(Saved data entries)
--------------------

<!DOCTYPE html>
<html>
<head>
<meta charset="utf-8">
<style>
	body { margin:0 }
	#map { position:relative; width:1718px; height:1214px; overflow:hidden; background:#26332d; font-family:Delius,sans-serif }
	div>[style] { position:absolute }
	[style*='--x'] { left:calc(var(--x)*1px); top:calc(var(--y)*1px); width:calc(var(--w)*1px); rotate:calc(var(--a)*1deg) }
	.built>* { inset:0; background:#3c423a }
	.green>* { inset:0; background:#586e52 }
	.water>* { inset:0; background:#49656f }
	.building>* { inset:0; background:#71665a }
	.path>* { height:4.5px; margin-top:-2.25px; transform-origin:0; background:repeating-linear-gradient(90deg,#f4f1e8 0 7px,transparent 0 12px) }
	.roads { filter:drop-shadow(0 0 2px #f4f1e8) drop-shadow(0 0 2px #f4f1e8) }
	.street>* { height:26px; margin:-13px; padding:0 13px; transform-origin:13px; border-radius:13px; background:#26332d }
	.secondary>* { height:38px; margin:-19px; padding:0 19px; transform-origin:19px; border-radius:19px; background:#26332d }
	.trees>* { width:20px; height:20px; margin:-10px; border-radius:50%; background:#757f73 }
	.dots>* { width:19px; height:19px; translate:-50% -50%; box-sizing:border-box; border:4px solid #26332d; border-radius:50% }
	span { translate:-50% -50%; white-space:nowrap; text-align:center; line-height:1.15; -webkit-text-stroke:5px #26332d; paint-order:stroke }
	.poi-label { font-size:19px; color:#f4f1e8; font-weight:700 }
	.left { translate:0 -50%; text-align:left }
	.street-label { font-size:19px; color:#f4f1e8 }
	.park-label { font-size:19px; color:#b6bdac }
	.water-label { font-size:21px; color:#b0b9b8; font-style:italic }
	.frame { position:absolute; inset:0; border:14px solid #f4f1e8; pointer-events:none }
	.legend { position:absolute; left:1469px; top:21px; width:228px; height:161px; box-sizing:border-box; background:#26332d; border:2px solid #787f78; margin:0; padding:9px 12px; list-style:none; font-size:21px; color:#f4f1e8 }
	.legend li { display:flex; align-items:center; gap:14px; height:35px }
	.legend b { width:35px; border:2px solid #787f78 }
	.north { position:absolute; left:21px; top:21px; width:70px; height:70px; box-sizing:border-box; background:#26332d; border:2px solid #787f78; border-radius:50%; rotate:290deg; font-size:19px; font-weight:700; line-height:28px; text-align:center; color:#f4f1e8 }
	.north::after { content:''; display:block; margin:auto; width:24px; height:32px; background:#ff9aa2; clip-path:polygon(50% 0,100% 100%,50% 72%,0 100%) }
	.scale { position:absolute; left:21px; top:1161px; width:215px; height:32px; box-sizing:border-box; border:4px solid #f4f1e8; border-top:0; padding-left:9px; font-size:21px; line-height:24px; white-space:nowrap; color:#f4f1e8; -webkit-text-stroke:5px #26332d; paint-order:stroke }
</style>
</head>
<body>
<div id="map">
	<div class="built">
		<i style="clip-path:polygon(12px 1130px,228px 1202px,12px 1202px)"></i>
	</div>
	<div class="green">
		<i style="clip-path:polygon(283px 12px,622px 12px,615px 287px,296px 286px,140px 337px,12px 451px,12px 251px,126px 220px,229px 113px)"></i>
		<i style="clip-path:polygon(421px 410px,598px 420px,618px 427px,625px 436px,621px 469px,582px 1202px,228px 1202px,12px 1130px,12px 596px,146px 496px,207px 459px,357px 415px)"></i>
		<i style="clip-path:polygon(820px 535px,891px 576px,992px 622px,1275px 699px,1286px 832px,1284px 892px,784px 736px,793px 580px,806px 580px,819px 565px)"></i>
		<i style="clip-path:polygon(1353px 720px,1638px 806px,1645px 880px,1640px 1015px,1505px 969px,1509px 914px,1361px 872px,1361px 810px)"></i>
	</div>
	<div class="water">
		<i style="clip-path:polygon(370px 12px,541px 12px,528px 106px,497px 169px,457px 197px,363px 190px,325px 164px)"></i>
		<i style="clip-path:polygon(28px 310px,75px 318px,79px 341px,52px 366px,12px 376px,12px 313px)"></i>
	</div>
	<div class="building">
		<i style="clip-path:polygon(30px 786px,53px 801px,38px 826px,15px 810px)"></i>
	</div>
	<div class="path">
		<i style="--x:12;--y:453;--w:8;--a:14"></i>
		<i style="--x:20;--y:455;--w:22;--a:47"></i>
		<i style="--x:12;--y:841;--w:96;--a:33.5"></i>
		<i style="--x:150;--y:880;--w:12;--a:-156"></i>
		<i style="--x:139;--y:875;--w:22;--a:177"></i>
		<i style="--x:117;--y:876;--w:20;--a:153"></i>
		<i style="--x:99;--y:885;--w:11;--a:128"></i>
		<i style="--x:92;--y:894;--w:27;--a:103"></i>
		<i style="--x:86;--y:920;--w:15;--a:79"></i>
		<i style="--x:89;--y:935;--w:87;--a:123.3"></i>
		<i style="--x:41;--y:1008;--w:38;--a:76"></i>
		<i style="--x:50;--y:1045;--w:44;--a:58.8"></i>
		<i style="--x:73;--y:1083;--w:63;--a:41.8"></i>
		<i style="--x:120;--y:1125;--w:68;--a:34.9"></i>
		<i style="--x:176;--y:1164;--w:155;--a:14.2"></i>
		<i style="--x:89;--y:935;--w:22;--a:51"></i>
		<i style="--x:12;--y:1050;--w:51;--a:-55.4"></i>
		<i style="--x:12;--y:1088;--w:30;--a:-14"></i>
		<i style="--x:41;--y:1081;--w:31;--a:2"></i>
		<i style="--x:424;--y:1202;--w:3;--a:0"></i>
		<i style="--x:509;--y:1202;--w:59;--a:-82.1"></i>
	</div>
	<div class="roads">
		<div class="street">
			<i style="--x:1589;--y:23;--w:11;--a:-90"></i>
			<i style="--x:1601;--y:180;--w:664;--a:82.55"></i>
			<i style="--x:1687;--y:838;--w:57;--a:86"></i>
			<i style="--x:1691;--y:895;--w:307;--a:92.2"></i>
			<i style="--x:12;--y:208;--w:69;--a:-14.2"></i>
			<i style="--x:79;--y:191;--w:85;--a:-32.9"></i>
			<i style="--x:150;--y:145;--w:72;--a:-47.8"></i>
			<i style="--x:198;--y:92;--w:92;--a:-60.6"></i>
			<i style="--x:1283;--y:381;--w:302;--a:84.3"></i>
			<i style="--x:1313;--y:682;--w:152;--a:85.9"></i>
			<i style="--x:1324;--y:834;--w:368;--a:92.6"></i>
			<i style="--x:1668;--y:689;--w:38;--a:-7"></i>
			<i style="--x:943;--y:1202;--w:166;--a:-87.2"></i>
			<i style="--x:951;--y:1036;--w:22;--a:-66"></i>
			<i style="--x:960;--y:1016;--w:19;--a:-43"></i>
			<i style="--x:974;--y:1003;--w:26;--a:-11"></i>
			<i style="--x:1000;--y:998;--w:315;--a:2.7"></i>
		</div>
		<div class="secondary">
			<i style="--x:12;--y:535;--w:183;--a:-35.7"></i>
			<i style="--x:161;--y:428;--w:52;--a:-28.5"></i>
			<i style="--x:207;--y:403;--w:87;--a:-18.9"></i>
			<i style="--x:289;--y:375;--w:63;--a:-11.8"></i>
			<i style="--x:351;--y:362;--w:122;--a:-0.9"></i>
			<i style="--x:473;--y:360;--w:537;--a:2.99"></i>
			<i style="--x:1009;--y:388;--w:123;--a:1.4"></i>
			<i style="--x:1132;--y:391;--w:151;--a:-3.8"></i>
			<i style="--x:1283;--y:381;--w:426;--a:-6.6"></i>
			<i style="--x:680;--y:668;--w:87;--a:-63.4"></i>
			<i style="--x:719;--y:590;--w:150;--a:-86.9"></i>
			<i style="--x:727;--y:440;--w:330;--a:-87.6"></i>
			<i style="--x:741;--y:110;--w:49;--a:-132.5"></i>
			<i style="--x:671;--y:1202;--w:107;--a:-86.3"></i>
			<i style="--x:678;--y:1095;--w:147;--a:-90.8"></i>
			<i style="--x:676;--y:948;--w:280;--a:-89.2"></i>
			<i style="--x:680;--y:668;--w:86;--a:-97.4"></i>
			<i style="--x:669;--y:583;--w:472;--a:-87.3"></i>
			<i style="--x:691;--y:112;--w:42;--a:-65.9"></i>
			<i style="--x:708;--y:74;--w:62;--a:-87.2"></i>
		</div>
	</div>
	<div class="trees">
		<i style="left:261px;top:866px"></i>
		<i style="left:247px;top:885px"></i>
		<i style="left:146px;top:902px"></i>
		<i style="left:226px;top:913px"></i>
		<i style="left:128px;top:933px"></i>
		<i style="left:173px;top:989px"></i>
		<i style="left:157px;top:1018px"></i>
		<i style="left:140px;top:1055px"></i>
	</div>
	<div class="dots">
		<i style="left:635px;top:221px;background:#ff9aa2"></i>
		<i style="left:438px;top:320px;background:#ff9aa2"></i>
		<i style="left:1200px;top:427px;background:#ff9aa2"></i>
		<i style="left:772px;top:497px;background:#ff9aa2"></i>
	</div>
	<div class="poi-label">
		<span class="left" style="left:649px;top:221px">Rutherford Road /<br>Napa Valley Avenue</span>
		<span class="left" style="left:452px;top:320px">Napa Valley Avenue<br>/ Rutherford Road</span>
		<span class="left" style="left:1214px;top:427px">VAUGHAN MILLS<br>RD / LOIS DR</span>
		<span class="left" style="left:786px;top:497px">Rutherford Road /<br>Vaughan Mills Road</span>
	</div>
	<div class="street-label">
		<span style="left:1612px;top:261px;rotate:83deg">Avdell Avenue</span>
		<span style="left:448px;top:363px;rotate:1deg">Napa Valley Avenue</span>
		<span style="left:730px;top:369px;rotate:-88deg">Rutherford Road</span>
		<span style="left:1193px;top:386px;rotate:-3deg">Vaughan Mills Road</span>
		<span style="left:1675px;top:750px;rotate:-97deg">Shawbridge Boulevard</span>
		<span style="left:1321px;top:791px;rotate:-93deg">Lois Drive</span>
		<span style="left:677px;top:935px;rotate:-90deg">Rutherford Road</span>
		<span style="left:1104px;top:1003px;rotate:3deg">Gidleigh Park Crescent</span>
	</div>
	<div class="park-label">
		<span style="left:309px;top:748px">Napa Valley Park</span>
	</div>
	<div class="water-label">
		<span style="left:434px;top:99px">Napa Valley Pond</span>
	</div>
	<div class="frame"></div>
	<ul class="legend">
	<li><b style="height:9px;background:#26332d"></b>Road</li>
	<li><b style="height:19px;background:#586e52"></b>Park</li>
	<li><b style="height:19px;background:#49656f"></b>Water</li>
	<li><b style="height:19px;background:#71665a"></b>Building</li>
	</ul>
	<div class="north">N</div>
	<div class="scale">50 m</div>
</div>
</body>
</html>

--------------------

● Problem requirements: An exact copy of the lines above, from the one containing "height:26px; margin:-13px; padding:0" through the one containing "font-size:19px; color:#f4f1e8; font-weight:700", is the whole of the answer.

● Expected answer:
	.street>* { height:26px; margin:-13px; padding:0 13px; transform-origin:13px; border-radius:13px; background:#26332d }
	.secondary>* { height:38px; margin:-19px; padding:0 19px; transform-origin:19px; border-radius:19px; background:#26332d }
	.trees>* { width:20px; height:20px; margin:-10px; border-radius:50%; background:#757f73 }
	.dots>* { width:19px; height:19px; translate:-50% -50%; box-sizing:border-box; border:4px solid #26332d; border-radius:50% }
	span { translate:-50% -50%; white-space:nowrap; text-align:center; line-height:1.15; -webkit-text-stroke:5px #26332d; paint-order:stroke }
	.poi-label { font-size:19px; color:#f4f1e8; font-weight:700 }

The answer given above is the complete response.